Охранники недоверчиво оглядывают улицу, но, кроме старика, на ней никого нет. Они выходят на тротуар. Тот, что ниже ростом, подходит сзади к фургону, открывает двери, забирается внутрь машины. Его коллега присоединяется к нему, снова пристально вглядываясь в улицу. Успокоившись, охранник убирает в кобуру свой пистолет, затем наклоняется, чтобы поднять первый мешок. В это время старикан поравнялся с фургоном, но никто не обращает внимания ни на него, ни на его жест: он роется в своей пляжной сумке, затем достает из нее автомат.
— Не двигаться! Руки на затылок! — спокойным голосом приказывает Лутрель.

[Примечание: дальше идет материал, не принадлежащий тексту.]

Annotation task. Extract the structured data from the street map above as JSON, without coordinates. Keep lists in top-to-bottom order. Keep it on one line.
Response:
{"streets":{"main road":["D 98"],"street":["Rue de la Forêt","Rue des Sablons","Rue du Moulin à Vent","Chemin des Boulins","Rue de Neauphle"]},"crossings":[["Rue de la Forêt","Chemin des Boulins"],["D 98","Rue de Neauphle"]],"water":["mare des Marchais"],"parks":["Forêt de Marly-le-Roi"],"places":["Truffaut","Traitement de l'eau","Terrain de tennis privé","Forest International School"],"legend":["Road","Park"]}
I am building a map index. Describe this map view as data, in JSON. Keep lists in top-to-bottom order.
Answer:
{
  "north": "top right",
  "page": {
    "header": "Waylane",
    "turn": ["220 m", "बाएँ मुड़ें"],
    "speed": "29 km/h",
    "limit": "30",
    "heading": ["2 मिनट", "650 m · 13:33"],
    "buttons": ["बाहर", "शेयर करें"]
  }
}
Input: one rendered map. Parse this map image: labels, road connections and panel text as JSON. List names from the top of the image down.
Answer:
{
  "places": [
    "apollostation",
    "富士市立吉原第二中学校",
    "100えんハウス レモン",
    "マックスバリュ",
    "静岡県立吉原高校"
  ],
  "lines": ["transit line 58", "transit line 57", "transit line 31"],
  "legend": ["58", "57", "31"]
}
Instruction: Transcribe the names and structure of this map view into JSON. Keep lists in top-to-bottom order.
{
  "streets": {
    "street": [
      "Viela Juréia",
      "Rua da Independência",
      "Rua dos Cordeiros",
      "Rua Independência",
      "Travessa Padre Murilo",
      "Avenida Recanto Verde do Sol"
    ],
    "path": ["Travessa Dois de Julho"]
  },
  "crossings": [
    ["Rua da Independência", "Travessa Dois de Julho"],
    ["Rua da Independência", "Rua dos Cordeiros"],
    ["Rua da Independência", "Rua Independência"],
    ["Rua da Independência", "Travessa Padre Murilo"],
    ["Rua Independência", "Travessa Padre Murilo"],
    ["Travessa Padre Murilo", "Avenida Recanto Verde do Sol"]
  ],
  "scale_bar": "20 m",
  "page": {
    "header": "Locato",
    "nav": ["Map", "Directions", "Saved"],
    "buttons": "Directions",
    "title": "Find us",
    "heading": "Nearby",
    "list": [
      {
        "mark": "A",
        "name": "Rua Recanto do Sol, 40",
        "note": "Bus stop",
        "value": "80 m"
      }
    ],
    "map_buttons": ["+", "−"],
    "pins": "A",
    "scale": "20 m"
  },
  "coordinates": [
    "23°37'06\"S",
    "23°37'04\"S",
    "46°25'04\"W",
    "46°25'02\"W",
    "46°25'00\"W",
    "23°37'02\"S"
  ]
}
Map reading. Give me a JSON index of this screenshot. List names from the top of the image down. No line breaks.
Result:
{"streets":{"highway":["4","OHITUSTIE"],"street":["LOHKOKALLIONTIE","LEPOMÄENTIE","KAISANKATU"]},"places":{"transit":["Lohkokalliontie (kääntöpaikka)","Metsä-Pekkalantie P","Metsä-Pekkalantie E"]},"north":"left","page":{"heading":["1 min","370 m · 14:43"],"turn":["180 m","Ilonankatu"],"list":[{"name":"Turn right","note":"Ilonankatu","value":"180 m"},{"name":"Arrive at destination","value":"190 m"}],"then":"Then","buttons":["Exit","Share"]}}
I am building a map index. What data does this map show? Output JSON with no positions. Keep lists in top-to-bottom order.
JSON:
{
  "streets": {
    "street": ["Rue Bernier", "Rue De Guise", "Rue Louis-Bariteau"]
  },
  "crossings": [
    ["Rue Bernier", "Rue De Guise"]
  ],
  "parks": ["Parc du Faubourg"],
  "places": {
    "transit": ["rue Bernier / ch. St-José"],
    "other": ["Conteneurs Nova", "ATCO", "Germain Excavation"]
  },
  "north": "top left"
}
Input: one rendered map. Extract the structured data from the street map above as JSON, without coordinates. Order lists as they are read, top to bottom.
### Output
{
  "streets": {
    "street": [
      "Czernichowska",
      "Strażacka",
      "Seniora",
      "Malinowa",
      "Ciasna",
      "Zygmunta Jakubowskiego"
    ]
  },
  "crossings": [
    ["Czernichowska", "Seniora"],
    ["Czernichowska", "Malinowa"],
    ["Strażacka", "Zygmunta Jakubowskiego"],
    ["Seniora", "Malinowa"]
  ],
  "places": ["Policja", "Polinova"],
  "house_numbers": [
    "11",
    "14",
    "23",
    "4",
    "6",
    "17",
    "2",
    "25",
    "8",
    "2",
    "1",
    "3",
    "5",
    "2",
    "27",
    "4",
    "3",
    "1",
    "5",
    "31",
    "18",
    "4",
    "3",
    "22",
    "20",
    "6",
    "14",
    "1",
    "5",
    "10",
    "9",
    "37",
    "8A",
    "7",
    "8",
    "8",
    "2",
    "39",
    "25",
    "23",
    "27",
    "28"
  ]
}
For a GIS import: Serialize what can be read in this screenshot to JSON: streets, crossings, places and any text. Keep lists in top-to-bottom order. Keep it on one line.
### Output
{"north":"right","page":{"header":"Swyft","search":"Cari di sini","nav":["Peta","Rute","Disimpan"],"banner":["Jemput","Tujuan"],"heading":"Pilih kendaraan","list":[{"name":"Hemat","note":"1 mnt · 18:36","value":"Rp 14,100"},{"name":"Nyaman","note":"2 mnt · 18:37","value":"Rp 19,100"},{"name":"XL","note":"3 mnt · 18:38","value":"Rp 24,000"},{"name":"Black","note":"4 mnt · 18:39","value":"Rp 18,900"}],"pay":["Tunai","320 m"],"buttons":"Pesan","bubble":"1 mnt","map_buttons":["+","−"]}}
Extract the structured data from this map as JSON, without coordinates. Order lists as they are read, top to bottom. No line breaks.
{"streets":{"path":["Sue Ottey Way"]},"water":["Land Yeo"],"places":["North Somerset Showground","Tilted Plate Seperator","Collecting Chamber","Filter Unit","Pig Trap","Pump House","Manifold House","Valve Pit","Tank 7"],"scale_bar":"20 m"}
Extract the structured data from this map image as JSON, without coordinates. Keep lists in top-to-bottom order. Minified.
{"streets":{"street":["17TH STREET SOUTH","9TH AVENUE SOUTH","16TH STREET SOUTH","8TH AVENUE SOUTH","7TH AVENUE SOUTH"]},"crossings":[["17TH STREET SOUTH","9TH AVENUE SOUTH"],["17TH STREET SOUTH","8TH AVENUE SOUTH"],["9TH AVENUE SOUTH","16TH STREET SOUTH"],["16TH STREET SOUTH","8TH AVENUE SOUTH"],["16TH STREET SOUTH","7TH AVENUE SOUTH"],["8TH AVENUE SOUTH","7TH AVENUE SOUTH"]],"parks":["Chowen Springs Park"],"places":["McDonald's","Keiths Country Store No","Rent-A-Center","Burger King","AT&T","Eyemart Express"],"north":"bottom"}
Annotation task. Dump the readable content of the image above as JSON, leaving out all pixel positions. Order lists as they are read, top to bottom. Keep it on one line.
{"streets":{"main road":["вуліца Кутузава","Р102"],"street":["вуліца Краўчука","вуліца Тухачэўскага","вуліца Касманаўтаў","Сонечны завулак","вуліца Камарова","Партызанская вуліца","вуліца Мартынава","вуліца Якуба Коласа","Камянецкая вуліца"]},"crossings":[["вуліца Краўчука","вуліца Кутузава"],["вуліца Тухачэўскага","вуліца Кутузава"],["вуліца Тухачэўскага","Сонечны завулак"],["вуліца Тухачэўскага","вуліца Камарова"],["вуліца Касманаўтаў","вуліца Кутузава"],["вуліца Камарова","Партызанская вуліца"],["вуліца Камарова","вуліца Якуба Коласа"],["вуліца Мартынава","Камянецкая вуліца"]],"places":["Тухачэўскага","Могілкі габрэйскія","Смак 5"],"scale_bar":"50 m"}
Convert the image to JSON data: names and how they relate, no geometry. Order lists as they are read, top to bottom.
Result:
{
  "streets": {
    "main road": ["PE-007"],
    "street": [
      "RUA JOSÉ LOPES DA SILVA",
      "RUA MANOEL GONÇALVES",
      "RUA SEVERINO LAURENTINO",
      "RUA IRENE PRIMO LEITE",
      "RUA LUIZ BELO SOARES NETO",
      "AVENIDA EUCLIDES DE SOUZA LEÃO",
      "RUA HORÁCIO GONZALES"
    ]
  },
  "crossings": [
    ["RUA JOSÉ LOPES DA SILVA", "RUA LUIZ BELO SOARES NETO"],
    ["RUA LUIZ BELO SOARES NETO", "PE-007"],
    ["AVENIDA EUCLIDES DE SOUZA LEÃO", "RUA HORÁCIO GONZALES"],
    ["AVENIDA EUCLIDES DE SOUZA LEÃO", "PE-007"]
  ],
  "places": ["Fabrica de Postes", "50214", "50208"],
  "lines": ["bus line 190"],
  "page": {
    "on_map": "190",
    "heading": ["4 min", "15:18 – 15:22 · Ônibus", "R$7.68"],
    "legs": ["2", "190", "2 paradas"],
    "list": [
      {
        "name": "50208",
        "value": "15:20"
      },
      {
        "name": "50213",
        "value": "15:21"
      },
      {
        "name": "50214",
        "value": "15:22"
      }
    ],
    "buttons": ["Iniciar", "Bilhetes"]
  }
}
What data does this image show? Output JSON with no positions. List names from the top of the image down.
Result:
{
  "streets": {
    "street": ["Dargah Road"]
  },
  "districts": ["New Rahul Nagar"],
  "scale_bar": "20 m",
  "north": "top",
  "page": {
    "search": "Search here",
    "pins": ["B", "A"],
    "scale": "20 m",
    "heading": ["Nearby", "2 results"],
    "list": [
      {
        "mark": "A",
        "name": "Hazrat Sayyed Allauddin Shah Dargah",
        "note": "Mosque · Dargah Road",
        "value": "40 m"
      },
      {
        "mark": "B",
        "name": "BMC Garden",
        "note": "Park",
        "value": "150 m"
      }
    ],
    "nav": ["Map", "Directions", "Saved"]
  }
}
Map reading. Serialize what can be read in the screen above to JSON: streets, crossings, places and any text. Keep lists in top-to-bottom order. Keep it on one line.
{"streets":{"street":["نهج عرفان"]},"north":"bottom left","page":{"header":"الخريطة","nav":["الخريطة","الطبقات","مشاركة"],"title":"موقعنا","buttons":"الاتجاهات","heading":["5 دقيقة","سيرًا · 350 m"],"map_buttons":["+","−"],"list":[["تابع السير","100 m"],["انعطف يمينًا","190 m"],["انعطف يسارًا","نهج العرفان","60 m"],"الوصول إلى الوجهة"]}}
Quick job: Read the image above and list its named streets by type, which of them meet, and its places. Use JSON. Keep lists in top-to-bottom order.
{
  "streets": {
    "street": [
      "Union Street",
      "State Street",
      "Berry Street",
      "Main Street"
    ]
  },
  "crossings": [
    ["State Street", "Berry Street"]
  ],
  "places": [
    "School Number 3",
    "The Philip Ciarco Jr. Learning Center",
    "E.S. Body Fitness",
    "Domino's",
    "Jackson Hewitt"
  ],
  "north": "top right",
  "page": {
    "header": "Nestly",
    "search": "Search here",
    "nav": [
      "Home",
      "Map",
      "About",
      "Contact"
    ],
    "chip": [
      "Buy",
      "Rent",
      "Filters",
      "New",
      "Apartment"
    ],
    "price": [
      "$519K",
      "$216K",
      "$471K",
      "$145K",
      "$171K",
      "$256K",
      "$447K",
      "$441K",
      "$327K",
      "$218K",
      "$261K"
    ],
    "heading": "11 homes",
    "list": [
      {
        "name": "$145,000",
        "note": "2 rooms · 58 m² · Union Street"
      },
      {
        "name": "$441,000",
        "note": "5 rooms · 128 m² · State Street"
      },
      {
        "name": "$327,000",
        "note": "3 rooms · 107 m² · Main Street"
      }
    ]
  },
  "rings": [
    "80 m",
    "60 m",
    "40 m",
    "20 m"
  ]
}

В тот же момент вынырнувший из-за соседних ворот Ноди уже держит на прицеле шофера. Автомат Фефе, направленный на двери банка, лишает охранников помощи изнутри. Бухезайхе с точностью хронометра выпрыгивает из машины и устремляется к стоящему на земле охраннику.
— Один жест, и ты покойник!
— Пошевеливайся! — говорит Лутрель.
Бухезайхе хватает первый попавшийся под руку мешок и поворачивается: рядом с ним останавливается угнанный «ситроен». Жо Аттия, сидящий за рулем, открывает заднюю дверцу. Бухезайхе бросает на сиденье первый мешок, затем пять остальных. Дверца закрывается, машина скрывается в предместье Тампль.
Бухезайхе разоружает охранников и усаживается за руль другого «ситроена». Ноди оглушает прикладом шофера и присоединяется к Бухезайхе. Лутрель приказывает охранникам сесть в фургон, закрывает двери и садится на заднее сиденье грузовика, в который Фефе запрыгивает на ходу.
Одиннадцать часов тридцать две минуты. Лионский кредитный банк потерял три миллиона. Пятьдесят тысяч франков в секунду!
— Хорошая работа — это быстрая работа, — говорит Аттия.
— Колоссально, — комментирует Бухезайхе.